State v. Midgett

Decision Date21 September 1938
Docket Number3.
PartiesSTATE v. MIDGETT.
CourtNorth Carolina Supreme Court

Appeal from Superior Court, Dare County; W. H. S. Burgwyn, Special Judge.

Jethro Midgett, Jr., was convicted of felonious slaying and he appeals.

No error.

Acquittal in recorder's court of charges of drunken and reckless driving was not bar, on ground of former acquittal or former jeopardy, to further prosecution in superior court for manslaughter, notwithstanding all the charges were based on same act of defendant, since offenses are not same, one is not a lesser degree of other, and additional facts must be alleged and proved to establish the one which need not appear on trial of the other.

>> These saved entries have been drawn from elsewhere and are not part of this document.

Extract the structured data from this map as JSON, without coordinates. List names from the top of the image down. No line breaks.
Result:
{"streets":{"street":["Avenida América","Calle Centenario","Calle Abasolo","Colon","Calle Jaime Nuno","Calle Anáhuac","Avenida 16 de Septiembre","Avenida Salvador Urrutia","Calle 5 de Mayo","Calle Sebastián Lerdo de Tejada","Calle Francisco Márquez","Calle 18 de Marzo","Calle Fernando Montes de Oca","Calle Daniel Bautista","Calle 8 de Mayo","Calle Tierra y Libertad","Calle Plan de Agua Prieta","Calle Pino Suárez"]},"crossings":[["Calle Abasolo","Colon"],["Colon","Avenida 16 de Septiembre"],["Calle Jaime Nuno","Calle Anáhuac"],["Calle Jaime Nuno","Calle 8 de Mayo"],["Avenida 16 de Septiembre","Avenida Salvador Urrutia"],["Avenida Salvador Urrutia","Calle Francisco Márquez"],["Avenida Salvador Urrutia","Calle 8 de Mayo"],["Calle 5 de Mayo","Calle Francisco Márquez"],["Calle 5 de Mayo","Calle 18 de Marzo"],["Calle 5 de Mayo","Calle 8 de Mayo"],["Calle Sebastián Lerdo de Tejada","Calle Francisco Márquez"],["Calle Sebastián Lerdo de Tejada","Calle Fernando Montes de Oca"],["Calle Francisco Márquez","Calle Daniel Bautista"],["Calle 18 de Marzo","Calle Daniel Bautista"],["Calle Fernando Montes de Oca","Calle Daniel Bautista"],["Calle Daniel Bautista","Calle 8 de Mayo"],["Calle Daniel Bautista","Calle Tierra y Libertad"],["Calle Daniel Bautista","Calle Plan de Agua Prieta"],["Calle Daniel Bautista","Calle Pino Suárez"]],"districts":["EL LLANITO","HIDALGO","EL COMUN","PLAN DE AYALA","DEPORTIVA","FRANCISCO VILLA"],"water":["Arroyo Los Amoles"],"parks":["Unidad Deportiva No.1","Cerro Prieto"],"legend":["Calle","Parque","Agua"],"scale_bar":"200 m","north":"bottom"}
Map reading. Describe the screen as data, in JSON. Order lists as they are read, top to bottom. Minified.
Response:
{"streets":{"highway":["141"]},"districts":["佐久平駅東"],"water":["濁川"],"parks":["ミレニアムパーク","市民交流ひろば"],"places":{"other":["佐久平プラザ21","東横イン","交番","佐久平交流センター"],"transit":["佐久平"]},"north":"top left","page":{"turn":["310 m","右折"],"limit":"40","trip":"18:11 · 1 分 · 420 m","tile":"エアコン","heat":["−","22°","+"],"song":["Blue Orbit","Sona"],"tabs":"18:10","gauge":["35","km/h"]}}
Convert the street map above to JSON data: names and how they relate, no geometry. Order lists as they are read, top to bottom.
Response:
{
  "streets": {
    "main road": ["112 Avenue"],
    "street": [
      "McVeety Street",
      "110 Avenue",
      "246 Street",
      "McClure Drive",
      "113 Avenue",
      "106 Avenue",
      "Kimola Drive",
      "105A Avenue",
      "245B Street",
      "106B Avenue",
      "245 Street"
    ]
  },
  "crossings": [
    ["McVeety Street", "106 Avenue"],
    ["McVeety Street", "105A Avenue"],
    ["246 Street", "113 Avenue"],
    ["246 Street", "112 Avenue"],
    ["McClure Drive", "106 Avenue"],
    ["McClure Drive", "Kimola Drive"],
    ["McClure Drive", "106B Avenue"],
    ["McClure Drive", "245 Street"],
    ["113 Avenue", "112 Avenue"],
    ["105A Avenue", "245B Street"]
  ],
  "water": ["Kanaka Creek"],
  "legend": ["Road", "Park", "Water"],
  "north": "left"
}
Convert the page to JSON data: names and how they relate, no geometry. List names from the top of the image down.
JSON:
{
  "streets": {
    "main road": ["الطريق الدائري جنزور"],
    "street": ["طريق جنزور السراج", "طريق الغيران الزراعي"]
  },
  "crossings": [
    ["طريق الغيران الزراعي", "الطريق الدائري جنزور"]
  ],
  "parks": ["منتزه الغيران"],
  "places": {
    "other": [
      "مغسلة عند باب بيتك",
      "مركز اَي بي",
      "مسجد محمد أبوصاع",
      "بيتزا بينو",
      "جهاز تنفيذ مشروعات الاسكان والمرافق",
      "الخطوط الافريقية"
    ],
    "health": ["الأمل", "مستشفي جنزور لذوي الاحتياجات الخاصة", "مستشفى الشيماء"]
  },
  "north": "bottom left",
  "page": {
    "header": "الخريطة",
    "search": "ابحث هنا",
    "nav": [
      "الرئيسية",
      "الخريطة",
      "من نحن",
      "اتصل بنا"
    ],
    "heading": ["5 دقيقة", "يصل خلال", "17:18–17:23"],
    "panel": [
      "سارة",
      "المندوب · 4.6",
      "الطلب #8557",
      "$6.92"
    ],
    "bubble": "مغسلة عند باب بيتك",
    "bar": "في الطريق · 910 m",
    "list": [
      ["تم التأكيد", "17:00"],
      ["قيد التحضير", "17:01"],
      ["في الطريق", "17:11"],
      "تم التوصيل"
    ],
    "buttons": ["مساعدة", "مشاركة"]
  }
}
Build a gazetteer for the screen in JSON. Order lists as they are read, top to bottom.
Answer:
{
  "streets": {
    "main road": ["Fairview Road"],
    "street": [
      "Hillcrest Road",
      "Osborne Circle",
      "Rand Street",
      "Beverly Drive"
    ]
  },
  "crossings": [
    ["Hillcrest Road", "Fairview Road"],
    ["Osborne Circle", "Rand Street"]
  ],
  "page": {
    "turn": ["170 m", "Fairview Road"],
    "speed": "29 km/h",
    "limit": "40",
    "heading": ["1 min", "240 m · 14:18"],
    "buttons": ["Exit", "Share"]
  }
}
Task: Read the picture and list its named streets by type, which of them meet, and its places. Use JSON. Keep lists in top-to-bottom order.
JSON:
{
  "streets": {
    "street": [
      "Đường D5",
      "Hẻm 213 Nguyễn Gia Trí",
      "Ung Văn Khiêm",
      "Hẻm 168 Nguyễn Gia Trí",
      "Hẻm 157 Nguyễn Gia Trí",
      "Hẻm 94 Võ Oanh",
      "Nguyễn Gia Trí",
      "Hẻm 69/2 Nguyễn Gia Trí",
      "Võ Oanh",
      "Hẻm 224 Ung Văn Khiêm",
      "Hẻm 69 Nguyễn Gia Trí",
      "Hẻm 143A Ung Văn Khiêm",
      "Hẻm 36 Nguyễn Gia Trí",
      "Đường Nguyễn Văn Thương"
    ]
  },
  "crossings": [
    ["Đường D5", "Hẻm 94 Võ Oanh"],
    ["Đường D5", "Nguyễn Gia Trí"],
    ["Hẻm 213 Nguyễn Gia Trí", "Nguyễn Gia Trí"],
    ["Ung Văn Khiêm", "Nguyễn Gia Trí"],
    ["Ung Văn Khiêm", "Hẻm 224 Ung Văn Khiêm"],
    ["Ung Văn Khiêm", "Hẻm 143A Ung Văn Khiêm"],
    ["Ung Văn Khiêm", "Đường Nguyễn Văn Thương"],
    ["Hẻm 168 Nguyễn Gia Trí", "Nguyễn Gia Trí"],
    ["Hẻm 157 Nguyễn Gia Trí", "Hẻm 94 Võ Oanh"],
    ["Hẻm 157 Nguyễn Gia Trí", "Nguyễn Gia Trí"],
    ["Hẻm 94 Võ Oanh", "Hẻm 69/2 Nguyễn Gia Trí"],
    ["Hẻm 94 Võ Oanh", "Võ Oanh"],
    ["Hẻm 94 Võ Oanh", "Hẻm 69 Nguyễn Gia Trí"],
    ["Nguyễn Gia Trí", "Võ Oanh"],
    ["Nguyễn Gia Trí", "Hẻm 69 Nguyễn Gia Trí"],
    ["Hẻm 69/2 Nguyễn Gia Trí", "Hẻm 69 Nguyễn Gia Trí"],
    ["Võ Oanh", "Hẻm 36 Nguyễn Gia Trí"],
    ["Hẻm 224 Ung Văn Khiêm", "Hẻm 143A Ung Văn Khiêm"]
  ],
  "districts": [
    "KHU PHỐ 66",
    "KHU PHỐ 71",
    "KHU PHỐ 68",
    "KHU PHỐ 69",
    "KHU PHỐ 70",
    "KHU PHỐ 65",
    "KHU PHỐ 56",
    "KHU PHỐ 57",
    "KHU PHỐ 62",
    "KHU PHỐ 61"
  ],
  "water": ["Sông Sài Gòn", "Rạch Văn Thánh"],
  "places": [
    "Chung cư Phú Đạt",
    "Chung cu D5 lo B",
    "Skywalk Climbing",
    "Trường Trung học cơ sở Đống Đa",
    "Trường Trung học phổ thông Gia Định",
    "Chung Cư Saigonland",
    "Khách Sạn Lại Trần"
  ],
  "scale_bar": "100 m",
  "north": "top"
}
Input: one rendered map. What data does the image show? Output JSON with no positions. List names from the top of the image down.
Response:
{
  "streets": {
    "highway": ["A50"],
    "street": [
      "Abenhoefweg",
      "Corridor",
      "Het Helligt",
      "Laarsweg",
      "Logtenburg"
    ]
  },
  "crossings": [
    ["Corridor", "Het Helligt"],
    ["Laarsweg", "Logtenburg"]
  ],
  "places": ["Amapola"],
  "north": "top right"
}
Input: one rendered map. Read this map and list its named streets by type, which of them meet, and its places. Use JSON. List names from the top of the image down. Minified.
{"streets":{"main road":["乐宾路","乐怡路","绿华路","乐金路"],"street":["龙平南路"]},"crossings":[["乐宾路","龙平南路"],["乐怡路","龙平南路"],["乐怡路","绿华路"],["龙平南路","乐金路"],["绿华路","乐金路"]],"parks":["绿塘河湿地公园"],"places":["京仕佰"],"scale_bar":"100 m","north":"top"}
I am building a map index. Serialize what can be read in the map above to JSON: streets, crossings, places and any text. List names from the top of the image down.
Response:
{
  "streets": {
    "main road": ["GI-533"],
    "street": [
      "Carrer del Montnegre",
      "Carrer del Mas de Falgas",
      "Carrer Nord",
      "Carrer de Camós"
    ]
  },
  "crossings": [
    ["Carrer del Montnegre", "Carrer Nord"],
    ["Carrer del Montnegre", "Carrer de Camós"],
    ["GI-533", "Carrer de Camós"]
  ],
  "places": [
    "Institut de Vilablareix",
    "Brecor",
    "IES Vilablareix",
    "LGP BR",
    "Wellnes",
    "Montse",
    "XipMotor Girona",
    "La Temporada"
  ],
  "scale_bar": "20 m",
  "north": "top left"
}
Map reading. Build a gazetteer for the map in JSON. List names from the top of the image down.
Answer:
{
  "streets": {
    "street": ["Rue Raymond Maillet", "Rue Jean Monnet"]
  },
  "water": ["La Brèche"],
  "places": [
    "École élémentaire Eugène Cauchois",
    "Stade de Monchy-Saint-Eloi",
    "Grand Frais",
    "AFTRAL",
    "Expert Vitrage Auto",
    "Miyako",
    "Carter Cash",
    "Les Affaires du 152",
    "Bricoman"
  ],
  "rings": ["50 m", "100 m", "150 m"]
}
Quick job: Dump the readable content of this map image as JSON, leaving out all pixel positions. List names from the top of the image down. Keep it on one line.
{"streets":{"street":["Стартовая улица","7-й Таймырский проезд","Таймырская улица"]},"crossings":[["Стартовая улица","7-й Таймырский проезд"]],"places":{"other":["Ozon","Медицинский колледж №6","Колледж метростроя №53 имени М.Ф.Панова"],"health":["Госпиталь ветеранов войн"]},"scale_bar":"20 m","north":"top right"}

Pub.Laws 1937, c. 407, §§ 101, 102.

When same facts constitute two or more offenses, wherein lesser offense is not necessarily involved in greater, and when facts necessary to convict on second prosecution would not necessarily have convicted on first, then first prosecution will not be bar to second, although offenses were both committed at same time and by same act.

Criminal prosecution tried upon indictment charging the defendant in three counts, first, with the felonious slaying of one Ethel D. Hartley, second, with the felonious slaying of one Winston Green, and, third, with the felonious violation of the "hit and run" statute (Pub.Laws 1937, c. 407, § 128) at the time of the accident or injury which resulted in the double homicide of the said Hartley and Green.

The evidence on behalf of the State tends to show that on September 2, 1937, at about 8 P. M. the defendant, while driving his automobile on the highway near Manteo on Roanoke Island, ran into and killed two pedestrians, Ethel D. Hartley and Winston Green; that the defendant was driving on his left-hand side of the road at the time, without lights, at a rate of 40 or 45 miles an hour, and that it was dark. The evidence is conflicting as to how the accident occurred.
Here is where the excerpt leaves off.